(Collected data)
──────────────────────────────

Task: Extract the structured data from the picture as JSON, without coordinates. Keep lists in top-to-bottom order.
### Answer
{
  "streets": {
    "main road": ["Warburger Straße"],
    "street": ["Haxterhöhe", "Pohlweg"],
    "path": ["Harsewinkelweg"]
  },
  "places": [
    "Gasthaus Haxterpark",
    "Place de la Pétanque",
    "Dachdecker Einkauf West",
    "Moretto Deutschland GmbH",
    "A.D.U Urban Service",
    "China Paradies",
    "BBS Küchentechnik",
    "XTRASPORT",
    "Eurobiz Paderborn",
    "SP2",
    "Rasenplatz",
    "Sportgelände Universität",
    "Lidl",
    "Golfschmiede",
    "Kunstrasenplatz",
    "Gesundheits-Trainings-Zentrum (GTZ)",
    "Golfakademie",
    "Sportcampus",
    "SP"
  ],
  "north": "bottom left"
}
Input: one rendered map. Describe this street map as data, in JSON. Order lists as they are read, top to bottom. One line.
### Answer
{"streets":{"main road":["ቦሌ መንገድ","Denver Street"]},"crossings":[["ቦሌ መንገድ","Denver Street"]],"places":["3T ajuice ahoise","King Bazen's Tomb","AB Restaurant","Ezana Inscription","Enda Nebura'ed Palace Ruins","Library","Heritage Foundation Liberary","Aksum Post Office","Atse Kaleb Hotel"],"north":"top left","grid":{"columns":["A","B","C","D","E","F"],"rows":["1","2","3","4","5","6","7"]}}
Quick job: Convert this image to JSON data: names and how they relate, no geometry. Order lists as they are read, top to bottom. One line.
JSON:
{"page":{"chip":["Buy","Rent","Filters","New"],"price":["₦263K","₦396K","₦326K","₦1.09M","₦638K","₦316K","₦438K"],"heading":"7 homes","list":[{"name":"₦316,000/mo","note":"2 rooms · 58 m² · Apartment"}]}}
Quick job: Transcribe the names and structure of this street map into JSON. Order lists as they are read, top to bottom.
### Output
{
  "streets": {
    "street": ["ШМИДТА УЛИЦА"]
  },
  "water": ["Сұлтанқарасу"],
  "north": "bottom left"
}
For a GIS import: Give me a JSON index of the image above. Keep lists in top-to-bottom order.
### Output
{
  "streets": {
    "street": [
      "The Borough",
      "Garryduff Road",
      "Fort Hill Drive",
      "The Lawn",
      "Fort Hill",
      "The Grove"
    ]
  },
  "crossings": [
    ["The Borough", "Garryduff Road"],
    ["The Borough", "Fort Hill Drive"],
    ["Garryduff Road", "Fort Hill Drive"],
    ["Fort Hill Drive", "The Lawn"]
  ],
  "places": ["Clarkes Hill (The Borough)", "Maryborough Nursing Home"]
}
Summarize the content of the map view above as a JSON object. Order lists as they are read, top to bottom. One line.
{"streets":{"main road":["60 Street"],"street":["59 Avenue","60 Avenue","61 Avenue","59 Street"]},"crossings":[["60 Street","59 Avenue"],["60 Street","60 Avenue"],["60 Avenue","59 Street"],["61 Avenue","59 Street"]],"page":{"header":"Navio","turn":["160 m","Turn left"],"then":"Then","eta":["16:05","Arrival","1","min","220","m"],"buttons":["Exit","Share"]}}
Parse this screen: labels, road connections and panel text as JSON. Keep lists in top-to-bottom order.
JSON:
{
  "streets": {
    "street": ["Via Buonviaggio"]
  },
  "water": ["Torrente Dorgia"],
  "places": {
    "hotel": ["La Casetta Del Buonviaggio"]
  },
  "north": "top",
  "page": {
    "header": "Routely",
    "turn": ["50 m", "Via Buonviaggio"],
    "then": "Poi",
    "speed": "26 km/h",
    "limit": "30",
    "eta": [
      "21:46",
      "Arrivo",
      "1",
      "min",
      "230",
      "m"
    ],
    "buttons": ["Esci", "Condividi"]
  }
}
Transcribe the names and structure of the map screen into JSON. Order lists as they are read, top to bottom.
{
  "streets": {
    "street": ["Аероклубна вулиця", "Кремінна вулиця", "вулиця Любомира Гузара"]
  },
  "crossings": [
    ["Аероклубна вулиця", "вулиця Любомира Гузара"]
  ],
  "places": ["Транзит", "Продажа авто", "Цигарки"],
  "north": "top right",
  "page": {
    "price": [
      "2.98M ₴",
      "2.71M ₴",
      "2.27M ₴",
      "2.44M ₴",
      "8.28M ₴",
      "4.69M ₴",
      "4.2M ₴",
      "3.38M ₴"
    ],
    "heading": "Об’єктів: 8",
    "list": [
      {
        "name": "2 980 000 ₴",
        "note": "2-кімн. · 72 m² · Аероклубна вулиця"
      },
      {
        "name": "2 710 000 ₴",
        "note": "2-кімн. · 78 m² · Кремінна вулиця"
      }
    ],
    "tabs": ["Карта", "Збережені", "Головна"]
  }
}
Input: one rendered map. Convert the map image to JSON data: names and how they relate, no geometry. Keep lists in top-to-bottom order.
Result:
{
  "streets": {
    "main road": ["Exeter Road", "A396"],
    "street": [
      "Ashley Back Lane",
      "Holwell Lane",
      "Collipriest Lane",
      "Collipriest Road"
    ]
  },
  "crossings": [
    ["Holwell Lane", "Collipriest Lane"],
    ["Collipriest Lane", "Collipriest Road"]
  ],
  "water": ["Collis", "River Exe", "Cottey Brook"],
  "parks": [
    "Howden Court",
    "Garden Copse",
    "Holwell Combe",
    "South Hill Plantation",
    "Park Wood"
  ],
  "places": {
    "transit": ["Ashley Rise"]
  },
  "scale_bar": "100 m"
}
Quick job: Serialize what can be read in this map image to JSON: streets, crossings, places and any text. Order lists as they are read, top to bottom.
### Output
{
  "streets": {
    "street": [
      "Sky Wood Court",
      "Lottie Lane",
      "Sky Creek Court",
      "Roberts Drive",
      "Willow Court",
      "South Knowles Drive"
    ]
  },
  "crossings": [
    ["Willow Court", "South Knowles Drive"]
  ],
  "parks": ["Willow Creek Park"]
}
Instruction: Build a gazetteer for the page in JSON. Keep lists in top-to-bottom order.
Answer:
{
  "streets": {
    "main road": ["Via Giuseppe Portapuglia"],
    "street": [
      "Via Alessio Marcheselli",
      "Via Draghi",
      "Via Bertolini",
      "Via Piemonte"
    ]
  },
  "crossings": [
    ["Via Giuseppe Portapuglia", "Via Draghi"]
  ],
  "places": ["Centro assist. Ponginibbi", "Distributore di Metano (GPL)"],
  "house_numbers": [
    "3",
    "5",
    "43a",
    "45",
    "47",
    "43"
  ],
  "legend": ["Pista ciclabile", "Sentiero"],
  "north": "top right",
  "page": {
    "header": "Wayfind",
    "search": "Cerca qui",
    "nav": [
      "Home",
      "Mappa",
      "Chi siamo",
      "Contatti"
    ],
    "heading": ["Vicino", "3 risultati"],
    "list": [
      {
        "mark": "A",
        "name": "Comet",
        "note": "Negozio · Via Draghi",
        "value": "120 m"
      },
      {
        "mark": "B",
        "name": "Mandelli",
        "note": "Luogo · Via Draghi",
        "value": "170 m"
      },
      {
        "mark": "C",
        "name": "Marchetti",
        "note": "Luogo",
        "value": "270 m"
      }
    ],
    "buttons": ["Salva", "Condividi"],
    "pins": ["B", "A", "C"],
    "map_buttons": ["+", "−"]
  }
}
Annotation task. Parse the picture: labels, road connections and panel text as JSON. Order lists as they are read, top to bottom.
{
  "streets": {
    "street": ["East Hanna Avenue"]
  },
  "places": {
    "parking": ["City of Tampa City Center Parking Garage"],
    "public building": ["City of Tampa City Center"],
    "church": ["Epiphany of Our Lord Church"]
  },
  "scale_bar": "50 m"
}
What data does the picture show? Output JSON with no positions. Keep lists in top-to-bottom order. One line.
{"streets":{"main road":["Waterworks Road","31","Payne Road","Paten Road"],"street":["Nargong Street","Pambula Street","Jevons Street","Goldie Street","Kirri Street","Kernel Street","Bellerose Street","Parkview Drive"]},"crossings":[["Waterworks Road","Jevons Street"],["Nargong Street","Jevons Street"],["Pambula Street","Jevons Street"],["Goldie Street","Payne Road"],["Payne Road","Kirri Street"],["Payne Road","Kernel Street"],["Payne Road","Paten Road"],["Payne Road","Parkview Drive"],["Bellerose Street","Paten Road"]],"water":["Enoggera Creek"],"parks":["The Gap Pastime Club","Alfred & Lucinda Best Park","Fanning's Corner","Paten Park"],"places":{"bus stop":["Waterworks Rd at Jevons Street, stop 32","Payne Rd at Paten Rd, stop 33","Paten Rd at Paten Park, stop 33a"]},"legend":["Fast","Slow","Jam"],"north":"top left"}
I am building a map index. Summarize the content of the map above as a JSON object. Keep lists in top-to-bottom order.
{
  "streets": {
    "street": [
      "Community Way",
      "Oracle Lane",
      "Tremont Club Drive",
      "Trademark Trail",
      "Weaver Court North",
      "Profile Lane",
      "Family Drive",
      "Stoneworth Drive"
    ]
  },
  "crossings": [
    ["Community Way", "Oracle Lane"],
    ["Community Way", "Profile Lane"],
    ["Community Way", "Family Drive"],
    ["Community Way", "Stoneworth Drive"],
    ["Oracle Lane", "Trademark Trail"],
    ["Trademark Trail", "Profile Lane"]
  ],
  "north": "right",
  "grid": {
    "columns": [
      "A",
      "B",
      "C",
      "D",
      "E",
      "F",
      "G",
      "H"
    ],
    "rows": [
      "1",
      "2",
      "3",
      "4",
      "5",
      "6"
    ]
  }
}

──────────────────────────────

• _The problem_
From the entries above, select each line containing the string "Input".

• _Result of the task_
Input: one rendered map. Describe this street map as data, in JSON. Order lists as they are read, top to bottom. One line.
Input: one rendered map. Convert the map image to JSON data: names and how they relate, no geometry. Keep lists in top-to-bottom order.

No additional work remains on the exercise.